CSCI 240 Lecture Notes - Part 6


More on the char data type

We have seen that C++ has a built-in data type to represent single characters. It is one of the fundamental data types of the language.

Here's a surprise - internally, a character is represented by a numeric code in the range of 0 to 255. (32 to 127 are standard; some of 0 to 31 and all of 128 to 255 depend on the computer you use).

Since each char is associated with an integer value, in C++ chars can be treated as integers. This is unusual since usually C++ does not permit us to mix data types. We will see some examples of this below.

To review:

The data type name is char. To declare a char variable:

char ch;

A char literal is written with single quotes around it: 'a'

cout knows how to display char data:

char ch = 'a';

cout << ch;

Some special cases:

A backslash char is written: '\\' - single quote, backslash, backslash, single quote

A single quote char is written as: '\'' - single quote, backslash, single quote, single quote

A double quote char is written as: '\"' - single quote, backslash, double quote, single quote

The common "escape sequence" characters (newline, tab, etc.) are also written with single quotes, but are still typed with the leading \: '\n'

ch = '\n';         //stores newline char in ch

Other chars with no keyboard representation are written in base 8 using three digits: '\007'. This is not covered further in this course.


The ASCII Character Set

The American Standard Code for Information Interchange (ASCII) is a standard mapping of integer values to characters, used by most computer systems (exception - IBM mainframes).

Some useful ones to know (i.e. memorize these for this course)

blank     = 32
digit '0' = 48
digit '9' = 57
'A'       = 65
'Z'       = 90
'a'       = 97
'z'       = 122

Note: '1' is 49, '2' is 50, etc. so if you know '0' you know all the digits. 'B' is 66, 'C' is 67, 'b' is 98, 'c' is 99, etc. so you can figure out any letter, too.

Since chars are really small ints (internally) we can do some useful tricks with them by treating them as integers.

char ch = 'A';
int i;

//print Ascii value of ch (65). Note the typecast

cout << (int) ch;


// print ASCII values of A..Z

for (i = 'A'; i <= 'Z'; i++)
  {
  cout << "\nThe ASCII value of " << (char) i << " is " << i;
  }

will print:

The ASCII value of A is 65
The ASCII value of B is 66
The ASCII value of C is 67
...

Character Functions

There is a large set of standard C++ functions that deal exclusively with characters. They can be found in the <cctype>, which is automatically included in most IDEs, but if it's not, just add a #include <cctype> at the top of the source code file.

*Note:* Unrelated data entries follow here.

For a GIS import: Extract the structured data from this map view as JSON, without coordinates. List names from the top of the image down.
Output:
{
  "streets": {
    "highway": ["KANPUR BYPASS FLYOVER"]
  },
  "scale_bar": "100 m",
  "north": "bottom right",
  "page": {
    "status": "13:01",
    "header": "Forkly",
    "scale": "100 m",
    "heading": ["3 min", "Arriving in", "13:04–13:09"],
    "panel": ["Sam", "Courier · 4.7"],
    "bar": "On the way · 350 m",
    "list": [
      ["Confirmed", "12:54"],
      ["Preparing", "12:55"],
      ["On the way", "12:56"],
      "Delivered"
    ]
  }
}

One subset of the standard C++ character functions test whether a character *IS* of a certain type: capital, lower case, digit, punctuation, whitespace, etc.

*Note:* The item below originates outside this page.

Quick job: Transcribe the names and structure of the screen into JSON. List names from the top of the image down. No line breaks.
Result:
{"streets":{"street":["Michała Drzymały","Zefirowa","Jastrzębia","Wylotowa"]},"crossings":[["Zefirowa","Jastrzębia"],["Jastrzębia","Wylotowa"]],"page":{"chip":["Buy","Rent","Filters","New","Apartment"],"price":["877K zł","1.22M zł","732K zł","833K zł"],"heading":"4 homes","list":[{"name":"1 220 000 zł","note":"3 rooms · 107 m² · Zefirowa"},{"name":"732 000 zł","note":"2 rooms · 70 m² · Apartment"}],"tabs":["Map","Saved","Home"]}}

For example, if you want to test if a character entered by the user is a digit, you can call

if ( isdigit(ch) )        //ch is a char variable
  {
  cout << ch << " is a digit";
  }
else
  {
  cout << ch << " is NOT a digit";
  }

Some of the other "is" functions:

Function Purpose
isdigit This function tests if the passed in character is a digit. It returns true if the character is a digit and false otherwise.
isalpha This function tests if the passed in character is alphabetic. It returns true if the character is a alphabetic and false otherwise.
isupper This function tests if the passed in character is an uppercase alphabetic character. It returns true if the character is an uppercase character and false otherwise.
islower This function tests if the passed in character is a lowercase alphabetic character. It returns true if the character is a lowercase character and false otherwise.
isalnum This function tests if the passed in character is an alphanumeric character. It returns true if the character is alphanumeric and false otherwise.
isspace This function tests if the passed in character is a whitespace character (space, tab, newline, etc...). It returns true if the character is a whitespace character and false otherwise.
ispunct This function tests if the passed in character is a punctuation character. It returns true if the character is punctuation and false otherwise.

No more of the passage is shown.